Archive
Zanran – a new data search engine
I’ve been playing with a new data search engine called Zanran – that focuses on finding numerical and graphical data. The site is in an early beta. Nevertheless my initial tests brought up material that would only have been found using an advanced search on Google – if you were lucky. As such, Zanran promises to be a great addition for advanced data searching.

Zanran.com - Front Page
Zanran focuses on finding what it calls ‘semi-structured’ data on the web. This is defined as numerical data presented as graphs, tables and charts – and these could be held in a graph image or table in an HTML file, as part of a PDF report, or in an Excel spreadsheet. This is the key differentiator – essentially, Zanran is not looking for text but for formatted numerical data.
When I first started looking at the site I was expecting something similar to Wolfram Alpha – or perhaps something from Google (e.g. Google Squared or Google Public Data). Zanran is nothing like these – and so brings something new to search. Rather than take data and structure or tabulate it (as with Wolfram Alpha and Google Squared), Zanran searches for data that is already in tables or charts and uses this in its results listing.

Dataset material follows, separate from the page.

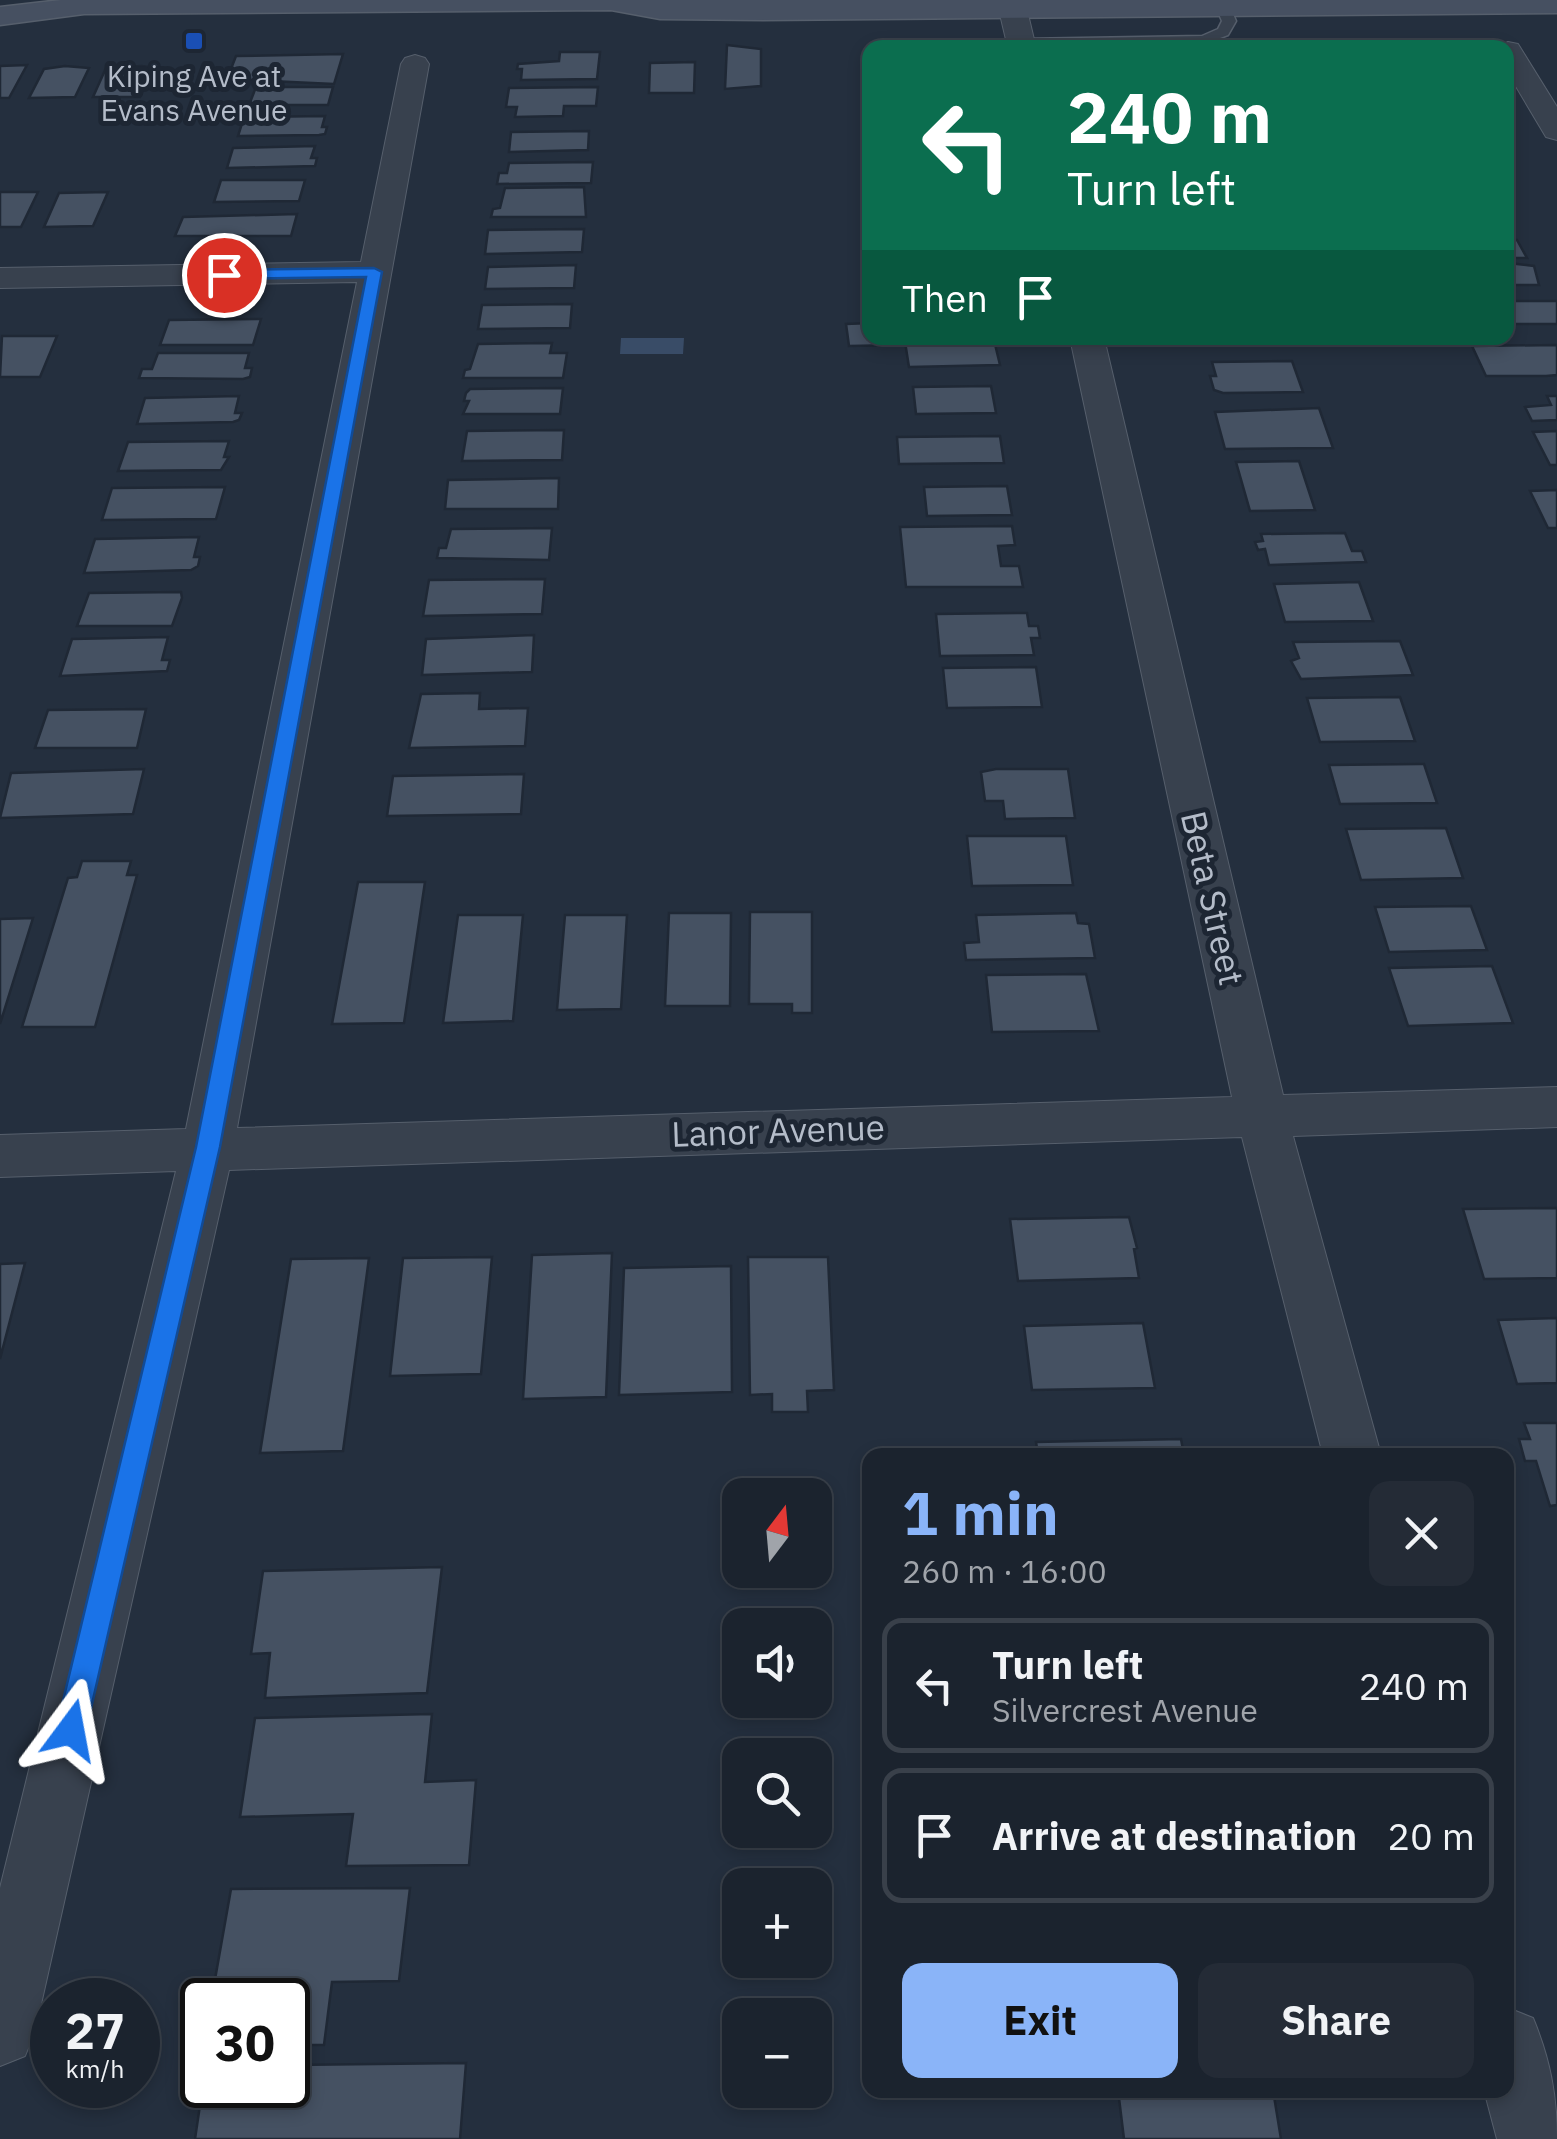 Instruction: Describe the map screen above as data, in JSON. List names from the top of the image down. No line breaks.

Zanran.com Search: "Average Marriage Age"
The site has a nice touch in that hovering the cursor over results gives you the relevant data page – whether a table, a chart or a mix of text, tables or charts.

Zanran.com - Hovering over a result brings up an image of the data.
The advanced search options allow country searching (based on server location), document date and file type, each selectable from a drop-down box, as well as searches on specified web-sites. At the moment only English speaking countries can be selected (Australia, Canada, Ireland, India, UK New Zealand, USA and South Africa). The date selections allow for the last 6, 12 or 24 months and the file type allows for selection based on PDF; Excel; images in HTML files; tables in HTML files; PDF, Excel and dynamic data; and dynamic data alone. PowerPoint and Word files are promised as future options. There are currently no field search options (e.g. title searches).
My main dislike was that the site doesn’t give the full URLs for the data presented. The top-level domain is given, but not the actual URL which makes the site difficult to use when full attribution is required for any data found (especially if data gets downloaded, rather than opening up in a new page or tab).
Zanran.com has been in development since at least 2009 when it was a finalist in the London Technology Fund Competition. The technology behind Zanran is patented and based on open-source software, and cloud storage. Rather than searching for text, Zanran searches for numerical content, and then classifies it by whether it’s a table or a chart.
Atypically, Zanran is not a Californian Silicon Valley Startup, but is based in the Islington area of London, in a quiet residential side-street made up of a mixture of small mostly home-based businesses and flats/apartments. Zanran was founded by two chemists, Jonathan Goldhill and Yves Dassas, who had previously run telecom businesses (High Track Communications Ltd and Bikebug Radio Technologies) from the same address. Funding has come from the London Development Agency and First Capital among other investors.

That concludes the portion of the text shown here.